Each line in the data holding "stream" should be listed.
== Segment start ==
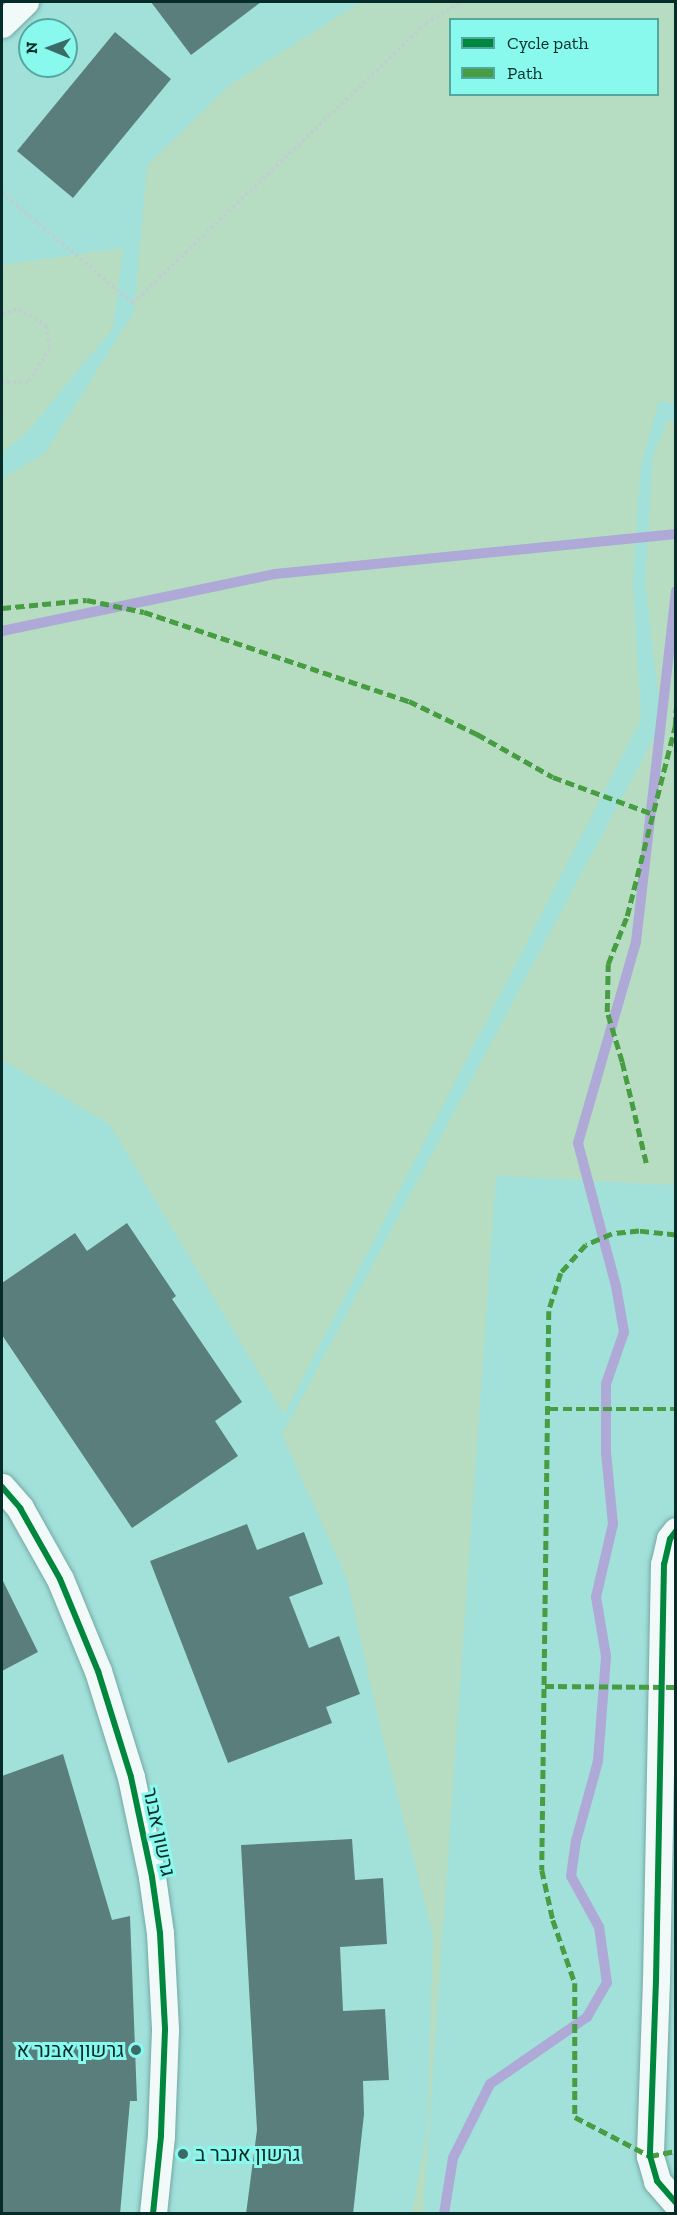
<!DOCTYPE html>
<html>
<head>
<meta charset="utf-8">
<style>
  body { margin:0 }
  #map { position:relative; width:677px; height:2215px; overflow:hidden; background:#a2e0da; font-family:"Zilla Slab",Heebo,serif }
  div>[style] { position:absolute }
  .green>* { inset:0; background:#b6ddc2 }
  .stream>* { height:10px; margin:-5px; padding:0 5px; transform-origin:5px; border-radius:5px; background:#afa9d7 }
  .building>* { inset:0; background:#5a7e7c }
  .path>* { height:4px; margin-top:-2px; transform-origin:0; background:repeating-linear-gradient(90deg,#bdd0ce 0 3px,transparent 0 6px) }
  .roads { filter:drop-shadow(0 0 2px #74a8a4) drop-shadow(0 0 2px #74a8a4) }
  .street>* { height:27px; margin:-13.5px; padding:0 13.5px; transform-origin:13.5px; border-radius:13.5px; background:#f1faf9 }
  .quiet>* { height:4.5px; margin-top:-2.25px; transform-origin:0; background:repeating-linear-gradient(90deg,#479d41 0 9px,transparent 0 13.5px) }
  .cycleway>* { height:6px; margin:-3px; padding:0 3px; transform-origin:3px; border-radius:3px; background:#00873e }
  .dots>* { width:16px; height:16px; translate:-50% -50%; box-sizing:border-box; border:3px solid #89f9ee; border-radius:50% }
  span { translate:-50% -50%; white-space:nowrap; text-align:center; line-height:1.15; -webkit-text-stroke:6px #89f9ee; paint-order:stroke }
  .street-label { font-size:20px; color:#052c29 }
  .poi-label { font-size:20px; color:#052c29 }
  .right { translate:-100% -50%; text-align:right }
  .left { translate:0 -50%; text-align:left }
  .frame { position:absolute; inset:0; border:3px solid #052c29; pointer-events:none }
  .legend { position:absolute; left:449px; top:18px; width:210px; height:78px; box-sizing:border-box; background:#89f9ee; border:2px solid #54a79f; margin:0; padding:8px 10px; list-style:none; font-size:18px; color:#052c29 }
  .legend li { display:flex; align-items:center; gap:12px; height:30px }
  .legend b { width:30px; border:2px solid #54a79f }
  .north { position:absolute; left:18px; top:18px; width:60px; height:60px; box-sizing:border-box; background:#89f9ee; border:2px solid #54a79f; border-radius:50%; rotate:271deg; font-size:16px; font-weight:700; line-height:24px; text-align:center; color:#052c29 }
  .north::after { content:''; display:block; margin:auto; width:21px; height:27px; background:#3c6b67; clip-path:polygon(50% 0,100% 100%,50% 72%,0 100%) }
</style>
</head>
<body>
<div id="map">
  <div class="green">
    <div style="clip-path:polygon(evenodd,361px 2px,675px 2px,675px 404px,659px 401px,640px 469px,633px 583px,641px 720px,284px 1415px,110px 1125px,2px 1060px,2px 479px,45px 453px,134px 312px,147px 166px,228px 86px,361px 2px,450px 20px,658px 20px,658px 94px,450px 94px,450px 20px)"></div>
    <div style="clip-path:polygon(123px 248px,113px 328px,27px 432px,2px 453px,2px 265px)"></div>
    <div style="clip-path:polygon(668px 419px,676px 421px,675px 1185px,496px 1176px,423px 2213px,412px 2213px,427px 2131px,433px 1935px,381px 1731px,347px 1579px,282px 1435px,660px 726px,660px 711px,645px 581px,653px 455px)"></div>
  </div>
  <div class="stream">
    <div style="left:2px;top:631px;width:279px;rotate:-11.8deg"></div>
    <div style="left:275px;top:574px;width:403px;rotate:-5.7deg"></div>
    <div style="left:444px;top:2214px;width:57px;rotate:-80.9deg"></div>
    <div style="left:453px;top:2158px;width:83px;rotate:-63.4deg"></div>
    <div style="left:490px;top:2084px;width:118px;rotate:-34.6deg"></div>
    <div style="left:587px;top:2017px;width:39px;rotate:-60deg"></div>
    <div style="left:607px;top:1983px;width:57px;rotate:-98.1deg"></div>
    <div style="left:599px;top:1927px;width:58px;rotate:-118.8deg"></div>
    <div style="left:571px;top:1876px;width:35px;rotate:-82deg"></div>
    <div style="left:576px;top:1841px;width:83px;rotate:-74.6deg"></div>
    <div style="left:598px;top:1761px;width:105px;rotate:-85.6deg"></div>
    <div style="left:606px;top:1656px;width:60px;rotate:-99.6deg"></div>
    <div style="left:596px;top:1597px;width:75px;rotate:-76.9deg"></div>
    <div style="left:613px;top:1524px;width:72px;rotate:-95.6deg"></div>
    <div style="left:606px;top:1452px;width:68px;rotate:-90deg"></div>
    <div style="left:606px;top:1384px;width:55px;rotate:-70.9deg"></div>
    <div style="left:624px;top:1332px;width:47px;rotate:-99.9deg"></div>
    <div style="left:616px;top:1286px;width:148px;rotate:-104.9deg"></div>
    <div style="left:578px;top:1143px;width:209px;rotate:-73.9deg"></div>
    <div style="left:636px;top:942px;width:353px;rotate:-83.5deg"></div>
  </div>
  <div class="building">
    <div style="clip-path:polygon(151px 2px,261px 2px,191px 55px)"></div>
    <div style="clip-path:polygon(115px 32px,171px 79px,73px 198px,17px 151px)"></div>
    <div style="clip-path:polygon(127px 1223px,176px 1296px,172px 1299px,242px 1402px,215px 1421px,238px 1456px,132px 1528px,2px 1335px,2px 1283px,75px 1233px,87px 1251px)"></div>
    <div style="clip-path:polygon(247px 1524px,257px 1550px,304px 1532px,323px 1584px,289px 1597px,309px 1648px,339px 1636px,360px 1694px,326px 1707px,332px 1723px,228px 1763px,150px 1561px)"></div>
    <div style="clip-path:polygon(2px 1579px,38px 1652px,2px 1671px)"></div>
    <div style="clip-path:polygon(63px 1754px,112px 1920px,130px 1916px,137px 2101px,130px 2101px,120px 2214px,2px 2214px,2px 1776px)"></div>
    <div style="clip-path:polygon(352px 1839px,355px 1880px,383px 1878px,387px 1944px,340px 1947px,343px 2011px,385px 2009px,389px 2080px,363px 2081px,364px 2114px,353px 2214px,246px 2214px,257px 2130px,241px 1845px)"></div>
  </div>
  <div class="path">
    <div style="left:2px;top:193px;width:171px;rotate:40deg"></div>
    <div style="left:133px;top:303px;width:405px;rotate:-43.7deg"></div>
    <div style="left:426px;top:23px;width:42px;rotate:-30.3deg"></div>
    <div style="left:2px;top:314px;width:18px;rotate:-16deg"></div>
    <div style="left:19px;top:309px;width:32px;rotate:32deg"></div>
    <div style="left:46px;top:326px;width:22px;rotate:80deg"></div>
    <div style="left:50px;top:348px;width:41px;rotate:122.2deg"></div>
    <div style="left:28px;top:383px;width:26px;rotate:-176deg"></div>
    <div style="left:2px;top:406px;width:10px;rotate:90deg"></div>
  </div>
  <div class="roads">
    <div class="street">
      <div style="left:2px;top:24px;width:32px;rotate:-44deg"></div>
      <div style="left:2px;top:1487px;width:28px;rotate:49deg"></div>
      <div style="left:20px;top:1508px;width:81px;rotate:60.6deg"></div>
      <div style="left:60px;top:1579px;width:100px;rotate:67.6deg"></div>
      <div style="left:98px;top:1671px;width:111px;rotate:72.7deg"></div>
      <div style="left:131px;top:1777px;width:102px;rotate:78.1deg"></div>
      <div style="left:152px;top:1877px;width:57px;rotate:81.9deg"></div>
      <div style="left:160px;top:1933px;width:97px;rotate:87deg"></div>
      <div style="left:165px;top:2030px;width:106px;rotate:92.2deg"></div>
      <div style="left:161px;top:2136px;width:78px;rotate:95.9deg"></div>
      <div style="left:676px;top:1531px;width:10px;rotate:127deg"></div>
      <div style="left:670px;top:1539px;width:26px;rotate:103deg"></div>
      <div style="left:664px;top:1564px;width:416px;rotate:91.1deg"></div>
      <div style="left:656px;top:1980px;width:176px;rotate:92deg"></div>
      <div style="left:650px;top:2156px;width:26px;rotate:74deg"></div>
      <div style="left:657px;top:2181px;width:29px;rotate:49deg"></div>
    </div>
  </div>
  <div class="quiet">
    <div style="left:2px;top:608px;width:85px;rotate:-5.4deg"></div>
    <div style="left:87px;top:600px;width:58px;rotate:11.9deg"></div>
    <div style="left:144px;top:612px;width:280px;rotate:18.6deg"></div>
    <div style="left:409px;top:701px;width:76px;rotate:25.9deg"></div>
    <div style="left:477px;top:734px;width:87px;rotate:29.5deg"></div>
    <div style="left:553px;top:777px;width:107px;rotate:20.3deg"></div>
    <div style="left:646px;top:1163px;width:104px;rotate:-103.4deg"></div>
    <div style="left:622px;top:1062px;width:52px;rotate:-106.7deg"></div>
    <div style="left:607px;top:1012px;width:48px;rotate:-88.8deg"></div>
    <div style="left:608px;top:964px;width:52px;rotate:-68.4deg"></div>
    <div style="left:627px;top:916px;width:196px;rotate:-75.8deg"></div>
    <div style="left:675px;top:726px;width:17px;rotate:-87deg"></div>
    <div style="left:676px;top:1235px;width:37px;rotate:-174deg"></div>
    <div style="left:639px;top:1231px;width:27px;rotate:174deg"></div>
    <div style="left:612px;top:1234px;width:28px;rotate:157deg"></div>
    <div style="left:586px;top:1245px;width:38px;rotate:132deg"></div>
    <div style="left:561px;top:1273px;width:40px;rotate:108deg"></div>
    <div style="left:549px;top:1311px;width:559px;rotate:90.72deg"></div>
    <div style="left:542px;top:1870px;width:51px;rotate:77.6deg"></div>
    <div style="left:553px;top:1920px;width:67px;rotate:70.8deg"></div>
    <div style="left:575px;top:1983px;width:134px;rotate:90deg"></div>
    <div style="left:575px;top:2117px;width:85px;rotate:27.5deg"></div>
    <div style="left:650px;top:2156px;width:26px;rotate:-11deg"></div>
    <div style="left:549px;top:1409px;width:127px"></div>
    <div style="left:545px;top:1686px;width:131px;rotate:0.4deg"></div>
  </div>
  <div class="cycleway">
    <div style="left:2px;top:1487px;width:28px;rotate:49deg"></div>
    <div style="left:20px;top:1508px;width:81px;rotate:60.6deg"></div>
    <div style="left:60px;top:1579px;width:100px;rotate:67.6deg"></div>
    <div style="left:98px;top:1671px;width:111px;rotate:72.7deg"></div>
    <div style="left:131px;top:1777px;width:102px;rotate:78.1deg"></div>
    <div style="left:152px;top:1877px;width:57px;rotate:81.9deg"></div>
    <div style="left:160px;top:1933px;width:97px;rotate:87deg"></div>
    <div style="left:165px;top:2030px;width:106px;rotate:92.2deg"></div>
    <div style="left:161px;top:2136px;width:78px;rotate:95.9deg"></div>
    <div style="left:676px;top:1531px;width:10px;rotate:127deg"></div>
    <div style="left:670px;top:1539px;width:26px;rotate:103deg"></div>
    <div style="left:664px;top:1564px;width:416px;rotate:91.1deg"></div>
    <div style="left:656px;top:1980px;width:176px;rotate:92deg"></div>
    <div style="left:650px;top:2156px;width:26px;rotate:74deg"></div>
    <div style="left:657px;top:2181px;width:29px;rotate:49deg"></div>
  </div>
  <div class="dots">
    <div style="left:136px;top:2050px;background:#3c6b67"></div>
    <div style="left:183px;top:2154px;background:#3c6b67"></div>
  </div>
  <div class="street-label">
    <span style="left:159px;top:1832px;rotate:78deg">גרשון אבנר</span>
  </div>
  <div class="poi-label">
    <span class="right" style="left:124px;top:2050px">גרשון אבנר א</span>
    <span class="left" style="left:195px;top:2154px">גרשון אנבר ב</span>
  </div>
  <div class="frame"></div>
  <ul class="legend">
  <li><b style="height:8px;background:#00873e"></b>Cycle path</li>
  <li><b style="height:8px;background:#479d41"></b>Path</li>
  </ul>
  <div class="north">N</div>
</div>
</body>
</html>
== Segment end ==
* **Reply**:
  .stream>* { height:10px; margin:-5px; padding:0 5px; transform-origin:5px; border-radius:5px; background:#afa9d7 }
  <div class="stream">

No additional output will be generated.